:: GOAL OF THE EXERCISE ::
Within the data below, determine how many lines contain "restaurant" and supply only that figure.

:: EXERCISE INPUT ::

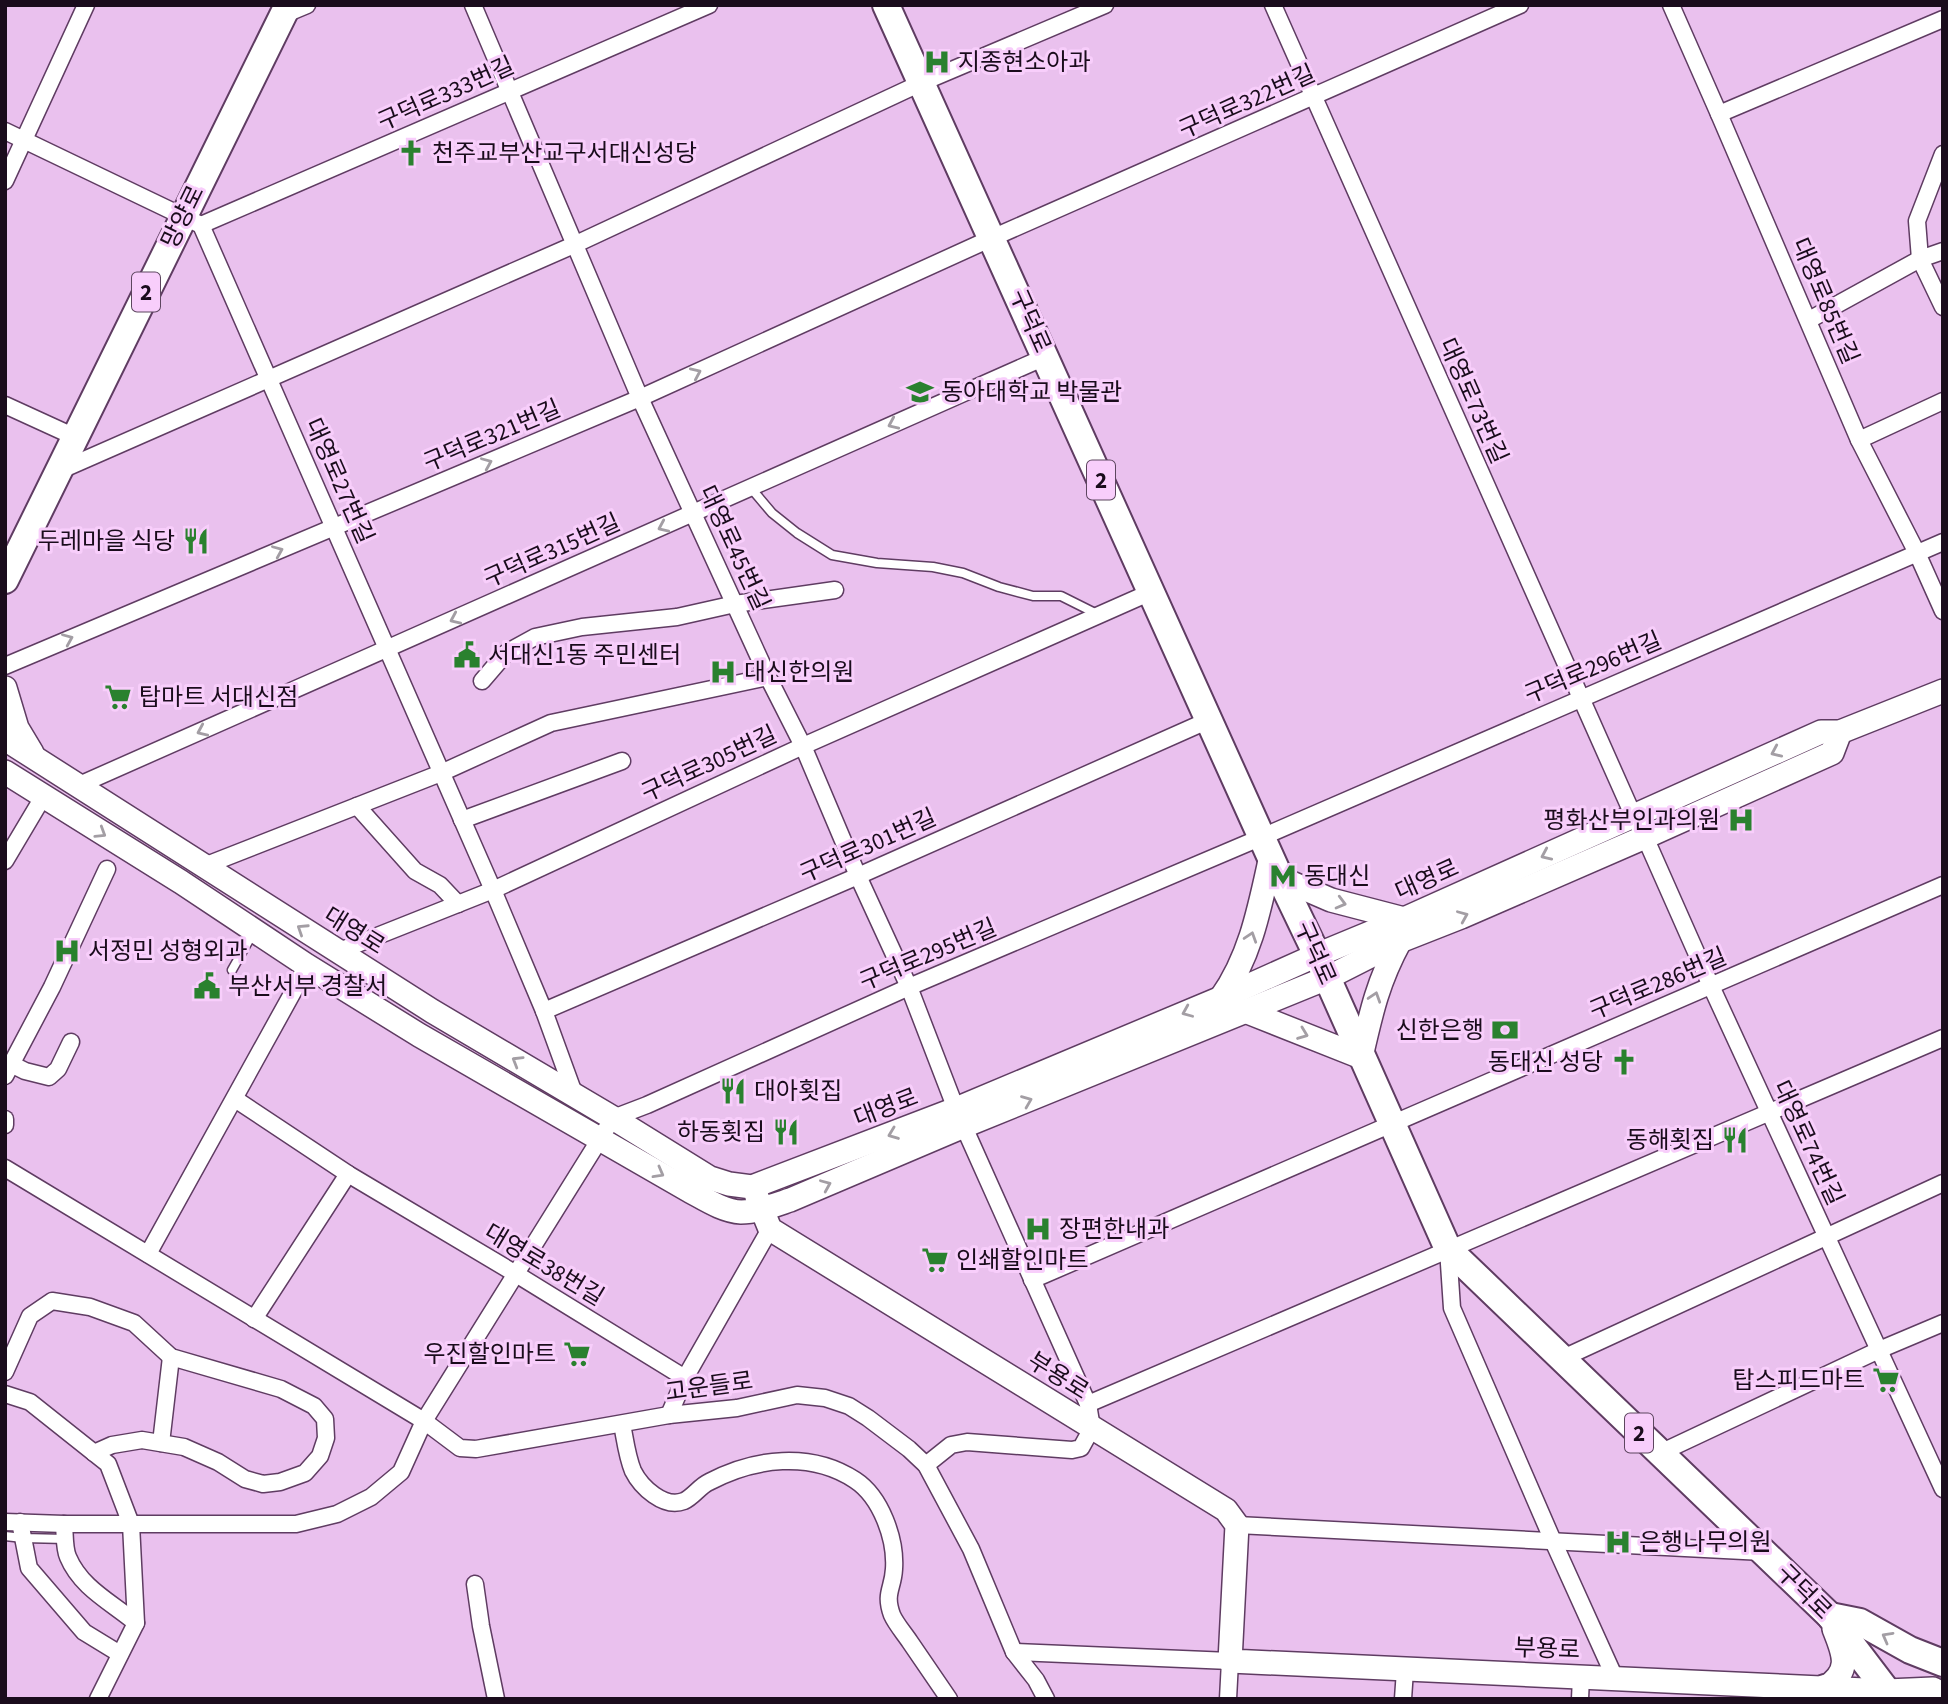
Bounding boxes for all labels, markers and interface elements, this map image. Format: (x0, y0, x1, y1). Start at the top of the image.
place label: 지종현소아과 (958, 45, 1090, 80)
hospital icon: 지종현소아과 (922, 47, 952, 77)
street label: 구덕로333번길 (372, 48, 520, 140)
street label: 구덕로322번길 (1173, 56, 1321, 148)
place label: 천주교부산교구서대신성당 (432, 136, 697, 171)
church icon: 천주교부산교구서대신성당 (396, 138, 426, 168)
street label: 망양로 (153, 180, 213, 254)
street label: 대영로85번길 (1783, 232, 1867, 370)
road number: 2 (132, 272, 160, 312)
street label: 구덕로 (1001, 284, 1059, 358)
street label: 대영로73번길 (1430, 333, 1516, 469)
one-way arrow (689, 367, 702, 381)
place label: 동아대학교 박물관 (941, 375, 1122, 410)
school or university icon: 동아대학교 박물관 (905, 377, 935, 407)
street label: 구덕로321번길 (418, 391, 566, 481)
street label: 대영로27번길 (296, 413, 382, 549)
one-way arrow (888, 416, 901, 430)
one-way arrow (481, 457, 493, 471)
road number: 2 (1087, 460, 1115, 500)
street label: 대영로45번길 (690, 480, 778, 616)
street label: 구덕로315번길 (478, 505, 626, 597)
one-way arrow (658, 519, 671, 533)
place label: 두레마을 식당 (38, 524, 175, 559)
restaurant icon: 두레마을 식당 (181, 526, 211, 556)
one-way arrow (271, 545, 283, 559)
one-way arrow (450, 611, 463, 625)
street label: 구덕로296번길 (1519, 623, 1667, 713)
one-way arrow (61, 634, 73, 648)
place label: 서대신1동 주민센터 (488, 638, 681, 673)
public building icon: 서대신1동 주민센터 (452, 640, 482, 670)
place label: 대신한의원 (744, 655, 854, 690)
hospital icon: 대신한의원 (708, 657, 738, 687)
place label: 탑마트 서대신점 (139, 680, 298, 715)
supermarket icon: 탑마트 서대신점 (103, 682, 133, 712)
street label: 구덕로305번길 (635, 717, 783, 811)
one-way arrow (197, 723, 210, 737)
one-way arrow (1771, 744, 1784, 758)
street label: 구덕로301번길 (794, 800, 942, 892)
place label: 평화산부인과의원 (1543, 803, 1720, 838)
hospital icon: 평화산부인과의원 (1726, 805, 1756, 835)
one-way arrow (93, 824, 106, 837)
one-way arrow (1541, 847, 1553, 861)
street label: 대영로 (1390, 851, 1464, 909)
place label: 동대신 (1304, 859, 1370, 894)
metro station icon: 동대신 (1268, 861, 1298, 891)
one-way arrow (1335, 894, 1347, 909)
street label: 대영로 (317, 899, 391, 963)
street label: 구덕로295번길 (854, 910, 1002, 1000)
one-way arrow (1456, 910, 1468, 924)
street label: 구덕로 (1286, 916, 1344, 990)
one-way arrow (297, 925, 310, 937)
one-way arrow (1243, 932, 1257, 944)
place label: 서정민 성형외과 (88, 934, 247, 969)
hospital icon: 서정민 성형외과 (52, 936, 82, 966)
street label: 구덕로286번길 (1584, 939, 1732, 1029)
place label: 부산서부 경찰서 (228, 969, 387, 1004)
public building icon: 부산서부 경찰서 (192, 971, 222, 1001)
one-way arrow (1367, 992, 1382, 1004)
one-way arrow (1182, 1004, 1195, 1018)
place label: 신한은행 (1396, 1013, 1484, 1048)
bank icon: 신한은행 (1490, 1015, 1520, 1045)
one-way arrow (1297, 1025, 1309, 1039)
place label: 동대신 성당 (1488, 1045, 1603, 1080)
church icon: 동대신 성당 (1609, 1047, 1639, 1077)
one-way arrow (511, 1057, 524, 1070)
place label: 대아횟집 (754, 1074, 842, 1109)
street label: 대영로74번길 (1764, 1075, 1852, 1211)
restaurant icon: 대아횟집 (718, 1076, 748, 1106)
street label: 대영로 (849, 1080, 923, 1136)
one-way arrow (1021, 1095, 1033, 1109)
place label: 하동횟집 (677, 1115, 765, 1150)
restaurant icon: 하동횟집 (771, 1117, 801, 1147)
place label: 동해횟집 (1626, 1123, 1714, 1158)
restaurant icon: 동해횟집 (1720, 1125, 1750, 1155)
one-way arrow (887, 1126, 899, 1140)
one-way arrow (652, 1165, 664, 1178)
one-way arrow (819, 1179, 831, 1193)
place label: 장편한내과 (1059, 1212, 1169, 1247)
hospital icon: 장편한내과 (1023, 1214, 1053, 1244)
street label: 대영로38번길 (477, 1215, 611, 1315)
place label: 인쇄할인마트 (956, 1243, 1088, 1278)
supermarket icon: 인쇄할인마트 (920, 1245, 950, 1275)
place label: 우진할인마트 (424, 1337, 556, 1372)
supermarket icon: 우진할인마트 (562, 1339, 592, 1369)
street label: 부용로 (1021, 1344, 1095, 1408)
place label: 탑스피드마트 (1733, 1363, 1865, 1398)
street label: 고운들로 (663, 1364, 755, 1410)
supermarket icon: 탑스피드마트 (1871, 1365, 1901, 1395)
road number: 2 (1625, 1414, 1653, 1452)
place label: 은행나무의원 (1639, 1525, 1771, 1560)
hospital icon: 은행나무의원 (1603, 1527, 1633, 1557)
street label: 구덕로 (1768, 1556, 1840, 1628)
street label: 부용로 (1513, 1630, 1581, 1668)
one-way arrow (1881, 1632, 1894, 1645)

:: SOLVED PROBLEM ::
4